7. La commune de Meung-sur-Loire qui se borne, ainsi que l'oppose le ministre de l'intérieur, à indiquer que certains de ses administrés ont dénoncé des désordres sur l'ensemble de la commune, dans des quartiers très différents, la simultanéité de l'apparition de ces désordres et le nombre de personnes concernées ne peut s'expliquer que par l'existence d'un phénomène naturel majeur, de type sécheresse et à contester par des observations très générales les critères retenus, n'apporte aucun élément de nature à remettre en cause la méthodologie mise en œuvre et n'établit donc pas que les critères caractérisant un état de catastrophe naturelle, ne seraient pas de nature à identifier une sécheresse d'une intensité anormale et à répondre aux objectifs posés par l'article L. 125-1 du code des assurances. La circonstance que d'importants désordres de fissuration aient été constatés sur des habitations de la commune ne saurait, à elle seule, suffire à démontrer que la méthodologie suivie n'aurait pas permis d'apprécier la composition des sols de la commune ainsi que sa situation au regard des aléas climatiques de l'année 2020 dès lors que la reconnaissance de l'état de catastrophe naturelle n'est pas subordonnée à la démonstration de la survenance ou de la persistance de dommages imputables à la catastrophe naturelle, mais à la constatation de ce que ces dommages ont eu pour cause déterminante l'intensité anormale de l'agent naturel en cause. Dès lors, l'arrêté en litige n'est entaché ni d'une erreur de droit, ni d'une erreur d'appréciation, en tant qu'il a refusé de reconnaître à la commune de Meung-sur-Loire l'état de catastrophe naturelle.
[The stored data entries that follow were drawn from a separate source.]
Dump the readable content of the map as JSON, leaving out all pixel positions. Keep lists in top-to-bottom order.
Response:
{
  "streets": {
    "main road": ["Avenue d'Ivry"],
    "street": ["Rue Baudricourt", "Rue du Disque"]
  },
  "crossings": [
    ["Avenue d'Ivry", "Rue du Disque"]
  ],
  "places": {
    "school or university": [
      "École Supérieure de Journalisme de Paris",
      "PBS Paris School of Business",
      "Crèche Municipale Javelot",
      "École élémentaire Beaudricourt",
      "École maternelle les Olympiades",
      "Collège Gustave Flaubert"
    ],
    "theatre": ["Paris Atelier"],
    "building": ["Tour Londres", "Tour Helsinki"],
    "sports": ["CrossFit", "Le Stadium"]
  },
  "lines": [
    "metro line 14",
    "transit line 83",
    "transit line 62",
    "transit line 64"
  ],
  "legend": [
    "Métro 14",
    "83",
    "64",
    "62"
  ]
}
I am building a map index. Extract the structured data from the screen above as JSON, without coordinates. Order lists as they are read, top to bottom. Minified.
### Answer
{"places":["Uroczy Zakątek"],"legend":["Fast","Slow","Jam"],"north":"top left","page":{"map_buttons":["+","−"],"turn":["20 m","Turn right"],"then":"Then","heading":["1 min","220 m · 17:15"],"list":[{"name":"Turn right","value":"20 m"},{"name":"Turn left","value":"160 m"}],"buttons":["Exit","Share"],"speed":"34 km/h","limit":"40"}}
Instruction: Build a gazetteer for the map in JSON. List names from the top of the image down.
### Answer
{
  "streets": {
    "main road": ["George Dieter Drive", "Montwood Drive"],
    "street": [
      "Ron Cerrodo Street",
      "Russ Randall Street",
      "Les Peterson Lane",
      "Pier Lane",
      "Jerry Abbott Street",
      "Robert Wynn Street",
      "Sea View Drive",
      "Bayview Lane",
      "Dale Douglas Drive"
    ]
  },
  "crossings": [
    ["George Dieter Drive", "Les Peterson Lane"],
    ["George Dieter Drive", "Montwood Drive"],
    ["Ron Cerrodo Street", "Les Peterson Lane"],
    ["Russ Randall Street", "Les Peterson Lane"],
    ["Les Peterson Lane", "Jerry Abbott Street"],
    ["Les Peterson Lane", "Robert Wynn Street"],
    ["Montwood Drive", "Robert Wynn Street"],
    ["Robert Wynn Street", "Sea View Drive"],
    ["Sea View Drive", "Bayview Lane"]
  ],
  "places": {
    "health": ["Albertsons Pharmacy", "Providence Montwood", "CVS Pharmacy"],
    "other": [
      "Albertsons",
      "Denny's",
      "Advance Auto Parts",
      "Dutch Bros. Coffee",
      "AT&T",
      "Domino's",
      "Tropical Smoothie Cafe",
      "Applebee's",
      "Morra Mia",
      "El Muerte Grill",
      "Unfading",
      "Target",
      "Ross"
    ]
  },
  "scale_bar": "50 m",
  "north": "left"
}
8. Il résulte de tout ce qui précède que les conclusions à fin d'annulation de la commune de Meung-sur-Loire doivent être rejetées, ainsi que, par voie de conséquence ses conclusions à fin d'injonction.

9. Dans les circonstances de l'espèce, il n'y a pas lieu de mettre à la charge de la requérante la somme que l'Etat demande sur le fondement de l'article L. 761-1 du code de justice administrative.

D E C I D E :

Article 1er : La requête de la commune de Meung-sur-Loire est rejetée.

Article 2 : Les conclusions de l'Etat présentées au titre de l'article L. 761-1 du code de justice administrative sont rejetées.

Article 3 : Le présent jugement sera notifié à la commune de Meung-sur-Loire, au ministre de l'intérieur.

Délibéré après l'audience du 10 juin 2022, à laquelle siégeaient :

Mme Delamarre, présidente,

Mme Montes-Derouet, première conseillère,

Mme Dumand, première conseillère,

Rendu public par mise à disposition du greffe le 13 juillet 2022.

La présidente-rapporteure,

Anne-Laure A

L'assesseure la plus ancienne,

Isabelle MONTES-DEROUET

La greffière,

Aurore MARTIN

La République mande et ordonne à la préfète du Loiret en ce qui la concerne, ou à tous commissaires de justice à ce requis en ce qui concerne les voies de droit commun contre les parties privées, de pourvoir à l'exécution de la présente décision.